RECORDS FOR THE TASK: Begin

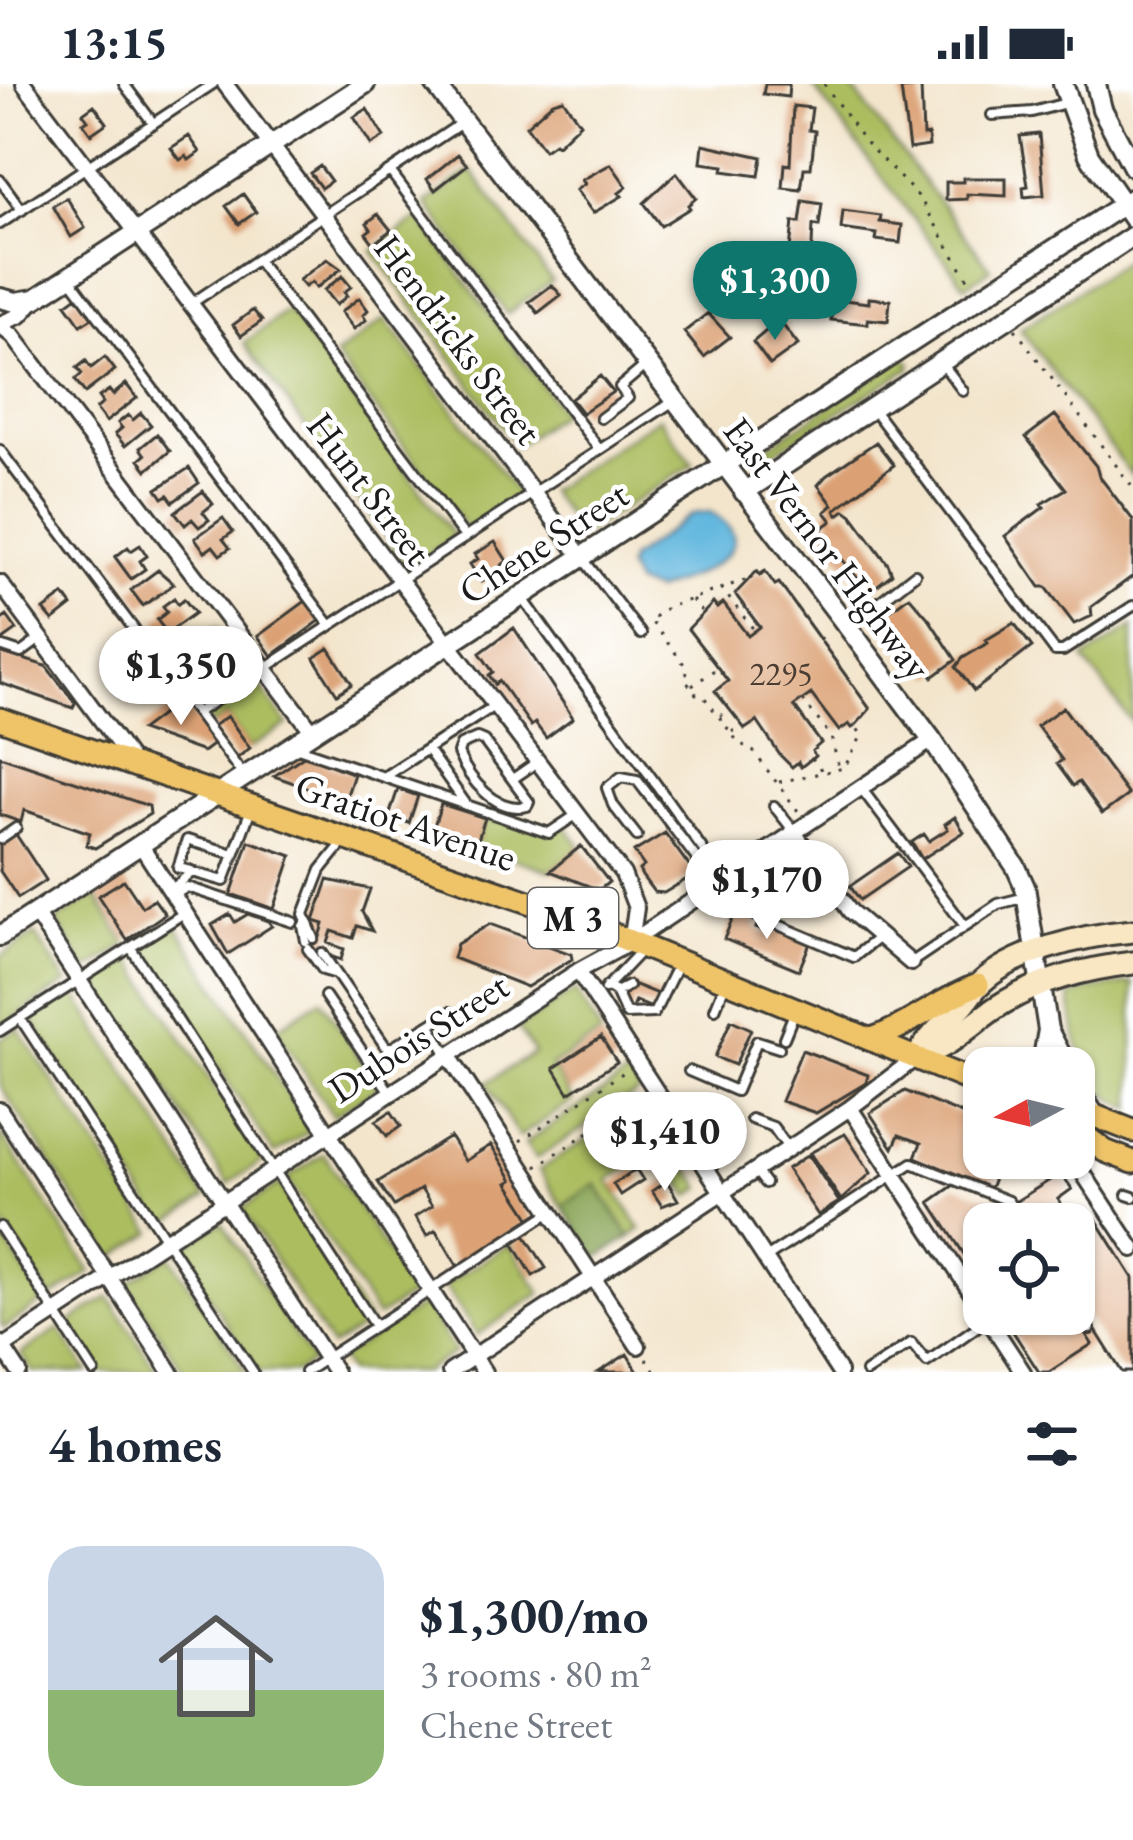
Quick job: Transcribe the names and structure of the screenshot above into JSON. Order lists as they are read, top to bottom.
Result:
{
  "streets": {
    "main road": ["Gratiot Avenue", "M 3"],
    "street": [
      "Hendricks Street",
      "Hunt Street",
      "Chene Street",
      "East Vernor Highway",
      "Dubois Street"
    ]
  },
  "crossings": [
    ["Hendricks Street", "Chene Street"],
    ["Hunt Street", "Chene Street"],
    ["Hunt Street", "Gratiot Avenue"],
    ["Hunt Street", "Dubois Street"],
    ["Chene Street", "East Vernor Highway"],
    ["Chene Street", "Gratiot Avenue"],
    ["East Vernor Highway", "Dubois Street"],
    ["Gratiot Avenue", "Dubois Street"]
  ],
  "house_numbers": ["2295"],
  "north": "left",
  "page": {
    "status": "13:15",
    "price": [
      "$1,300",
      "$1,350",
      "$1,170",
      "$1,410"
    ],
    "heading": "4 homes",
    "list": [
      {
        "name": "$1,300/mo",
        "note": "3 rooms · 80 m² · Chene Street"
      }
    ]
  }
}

RECORDS FOR THE TASK: End
RECORDS FOR THE TASK: Begin

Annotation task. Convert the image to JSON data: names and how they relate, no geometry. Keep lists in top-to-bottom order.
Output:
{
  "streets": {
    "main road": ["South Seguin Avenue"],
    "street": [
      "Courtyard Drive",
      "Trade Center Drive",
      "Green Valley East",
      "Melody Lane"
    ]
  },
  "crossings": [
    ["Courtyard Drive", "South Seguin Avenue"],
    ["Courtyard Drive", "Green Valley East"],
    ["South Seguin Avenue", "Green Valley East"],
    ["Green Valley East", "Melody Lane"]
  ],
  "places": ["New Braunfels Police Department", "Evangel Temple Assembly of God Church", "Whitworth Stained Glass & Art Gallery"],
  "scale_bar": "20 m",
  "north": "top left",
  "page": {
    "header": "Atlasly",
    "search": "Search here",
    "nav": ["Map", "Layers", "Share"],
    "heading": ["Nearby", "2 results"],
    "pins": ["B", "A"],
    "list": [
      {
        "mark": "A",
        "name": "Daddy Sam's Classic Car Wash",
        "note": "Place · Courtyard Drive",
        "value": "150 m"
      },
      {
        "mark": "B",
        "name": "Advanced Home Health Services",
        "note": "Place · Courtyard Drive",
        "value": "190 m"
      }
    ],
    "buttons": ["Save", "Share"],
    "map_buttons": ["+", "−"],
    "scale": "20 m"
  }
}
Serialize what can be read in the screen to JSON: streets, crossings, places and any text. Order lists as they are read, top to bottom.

RECORDS FOR THE TASK: End

ABOUT THIS EXERCISE: Lines to set down from above: the line with "Annotation task. Convert", the line with "Serialize what can", and every line between, each exactly as written.

RESPONSE TO THIS EXERCISE:
Annotation task. Convert the image to JSON data: names and how they relate, no geometry. Keep lists in top-to-bottom order.
Output:
{
  "streets": {
    "main road": ["South Seguin Avenue"],
    "street": [
      "Courtyard Drive",
      "Trade Center Drive",
      "Green Valley East",
      "Melody Lane"
    ]
  },
  "crossings": [
    ["Courtyard Drive", "South Seguin Avenue"],
    ["Courtyard Drive", "Green Valley East"],
    ["South Seguin Avenue", "Green Valley East"],
    ["Green Valley East", "Melody Lane"]
  ],
  "places": ["New Braunfels Police Department", "Evangel Temple Assembly of God Church", "Whitworth Stained Glass & Art Gallery"],
  "scale_bar": "20 m",
  "north": "top left",
  "page": {
    "header": "Atlasly",
    "search": "Search here",
    "nav": ["Map", "Layers", "Share"],
    "heading": ["Nearby", "2 results"],
    "pins": ["B", "A"],
    "list": [
      {
        "mark": "A",
        "name": "Daddy Sam's Classic Car Wash",
        "note": "Place · Courtyard Drive",
        "value": "150 m"
      },
      {
        "mark": "B",
        "name": "Advanced Home Health Services",
        "note": "Place · Courtyard Drive",
        "value": "190 m"
      }
    ],
    "buttons": ["Save", "Share"],
    "map_buttons": ["+", "−"],
    "scale": "20 m"
  }
}
Serialize what can be read in the screen to JSON: streets, crossings, places and any text. Order lists as they are read, top to bottom.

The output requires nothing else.